**PROBLEM DETAILS:** Could you print all the entries below exactly as they appear, omitting the pictures?

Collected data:
▼
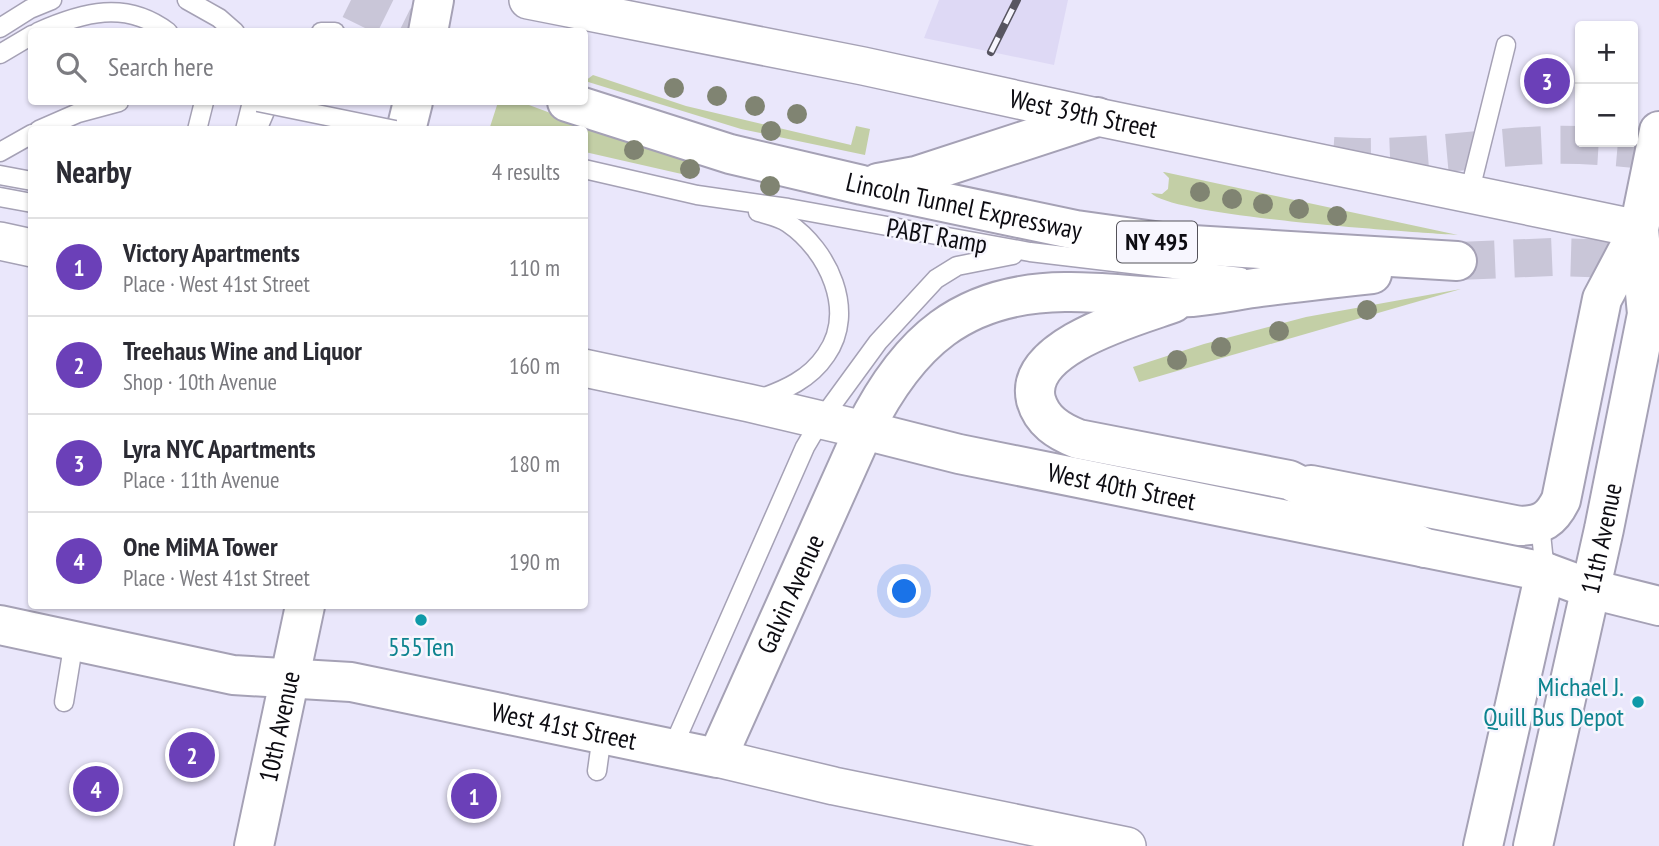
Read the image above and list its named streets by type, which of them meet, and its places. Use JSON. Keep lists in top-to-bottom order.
{
  "streets": {
    "main road": [
      "Lincoln Tunnel Expressway",
      "NY 495",
      "West 40th Street",
      "11th Avenue",
      "Galvin Avenue",
      "10th Avenue",
      "West 41st Street"
    ],
    "street": ["West 39th Street"],
    "lane": ["PABT Ramp"]
  },
  "crossings": [
    ["West 39th Street", "11th Avenue"],
    ["Lincoln Tunnel Expressway", "PABT Ramp"],
    ["West 40th Street", "11th Avenue"],
    ["West 40th Street", "Galvin Avenue"],
    ["Galvin Avenue", "West 41st Street"],
    ["10th Avenue", "West 41st Street"]
  ],
  "places": ["555Ten", "Michael J. Quill Bus Depot"],
  "page": {
    "map_buttons": ["+", "−"],
    "search": "Search here",
    "pins": [
      "3",
      "2",
      "4",
      "1"
    ],
    "heading": ["Nearby", "4 results"],
    "list": [
      {
        "mark": "1",
        "name": "Victory Apartments",
        "note": "Place · West 41st Street",
        "value": "110 m"
      },
      {
        "mark": "2",
        "name": "Treehaus Wine and Liquor",
        "note": "Shop · 10th Avenue",
        "value": "160 m"
      },
      {
        "mark": "3",
        "name": "Lyra NYC Apartments",
        "note": "Place · 11th Avenue",
        "value": "180 m"
      },
      {
        "mark": "4",
        "name": "One MiMA Tower",
        "note": "Place · West 41st Street",
        "value": "190 m"
      }
    ]
  }
}
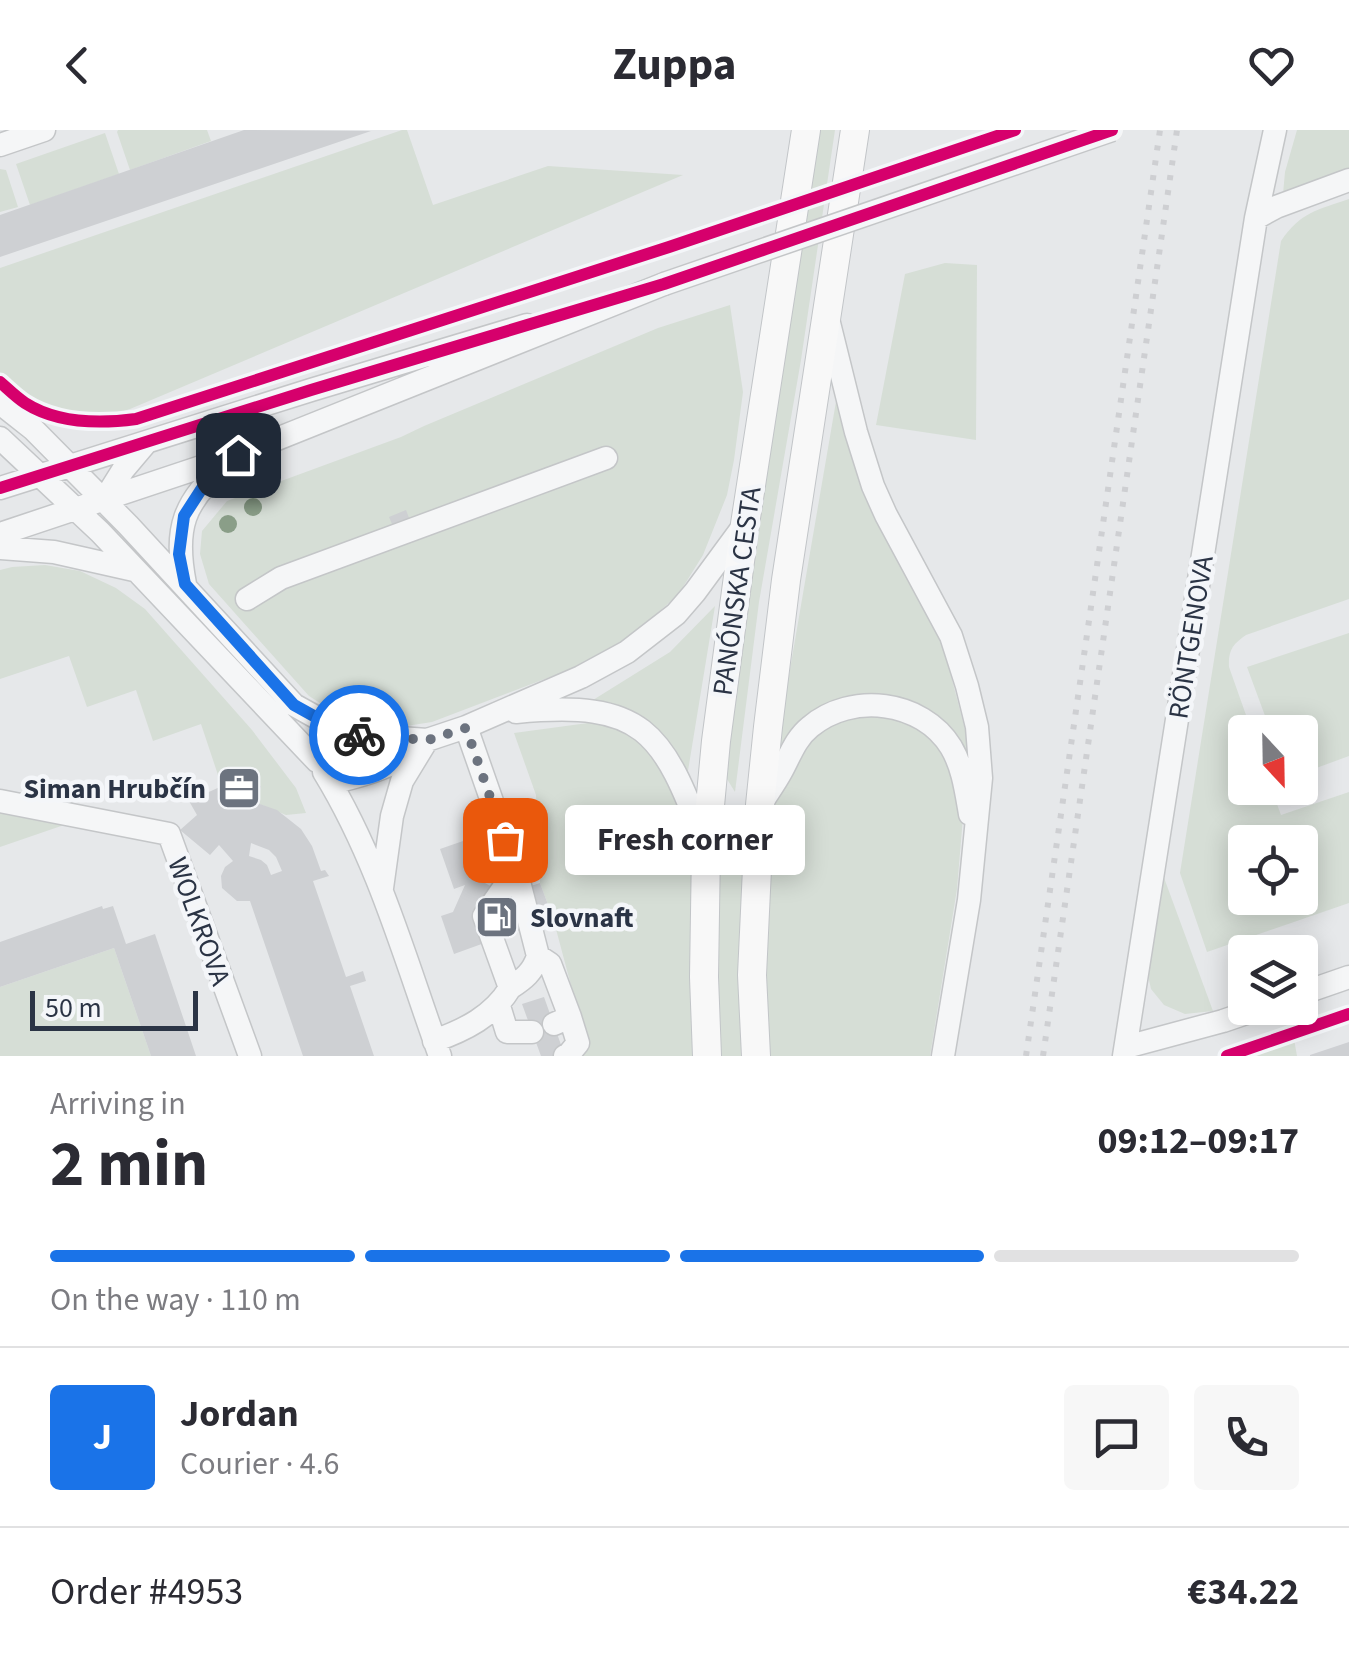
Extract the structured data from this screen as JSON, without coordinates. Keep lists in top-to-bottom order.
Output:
{
  "streets": {
    "main road": ["PANÓNSKA CESTA"],
    "street": ["RÖNTGENOVA", "WOLKROVA"]
  },
  "places": {
    "office": ["Siman Hrubčín"],
    "other": ["Fresh corner"],
    "fuel station": ["Slovnaft"]
  },
  "scale_bar": "50 m",
  "north": "bottom",
  "page": {
    "header": "Zuppa",
    "bubble": "Fresh corner",
    "scale": "50 m",
    "heading": ["2 min", "Arriving in", "09:12–09:17"],
    "panel": [
      "Jordan",
      "Courier · 4.6",
      "Order #4953",
      "€34.22"
    ],
    "bar": "On the way · 110 m",
    "round": "J"
  }
}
▲
**OUTPUT OF THE EXERCISE:**
Read the image above and list its named streets by type, which of them meet, and its places. Use JSON. Keep lists in top-to-bottom order.
{
  "streets": {
    "main road": [
      "Lincoln Tunnel Expressway",
      "NY 495",
      "West 40th Street",
      "11th Avenue",
      "Galvin Avenue",
      "10th Avenue",
      "West 41st Street"
    ],
    "street": ["West 39th Street"],
    "lane": ["PABT Ramp"]
  },
  "crossings": [
    ["West 39th Street", "11th Avenue"],
    ["Lincoln Tunnel Expressway", "PABT Ramp"],
    ["West 40th Street", "11th Avenue"],
    ["West 40th Street", "Galvin Avenue"],
    ["Galvin Avenue", "West 41st Street"],
    ["10th Avenue", "West 41st Street"]
  ],
  "places": ["555Ten", "Michael J. Quill Bus Depot"],
  "page": {
    "map_buttons": ["+", "−"],
    "search": "Search here",
    "pins": [
      "3",
      "2",
      "4",
      "1"
    ],
    "heading": ["Nearby", "4 results"],
    "list": [
      {
        "mark": "1",
        "name": "Victory Apartments",
        "note": "Place · West 41st Street",
        "value": "110 m"
      },
      {
        "mark": "2",
        "name": "Treehaus Wine and Liquor",
        "note": "Shop · 10th Avenue",
        "value": "160 m"
      },
      {
        "mark": "3",
        "name": "Lyra NYC Apartments",
        "note": "Place · 11th Avenue",
        "value": "180 m"
      },
      {
        "mark": "4",
        "name": "One MiMA Tower",
        "note": "Place · West 41st Street",
        "value": "190 m"
      }
    ]
  }
}
Extract the structured data from this screen as JSON, without coordinates. Keep lists in top-to-bottom order.
Output:
{
  "streets": {
    "main road": ["PANÓNSKA CESTA"],
    "street": ["RÖNTGENOVA", "WOLKROVA"]
  },
  "places": {
    "office": ["Siman Hrubčín"],
    "other": ["Fresh corner"],
    "fuel station": ["Slovnaft"]
  },
  "scale_bar": "50 m",
  "north": "bottom",
  "page": {
    "header": "Zuppa",
    "bubble": "Fresh corner",
    "scale": "50 m",
    "heading": ["2 min", "Arriving in", "09:12–09:17"],
    "panel": [
      "Jordan",
      "Courier · 4.6",
      "Order #4953",
      "€34.22"
    ],
    "bar": "On the way · 110 m",
    "round": "J"
  }
}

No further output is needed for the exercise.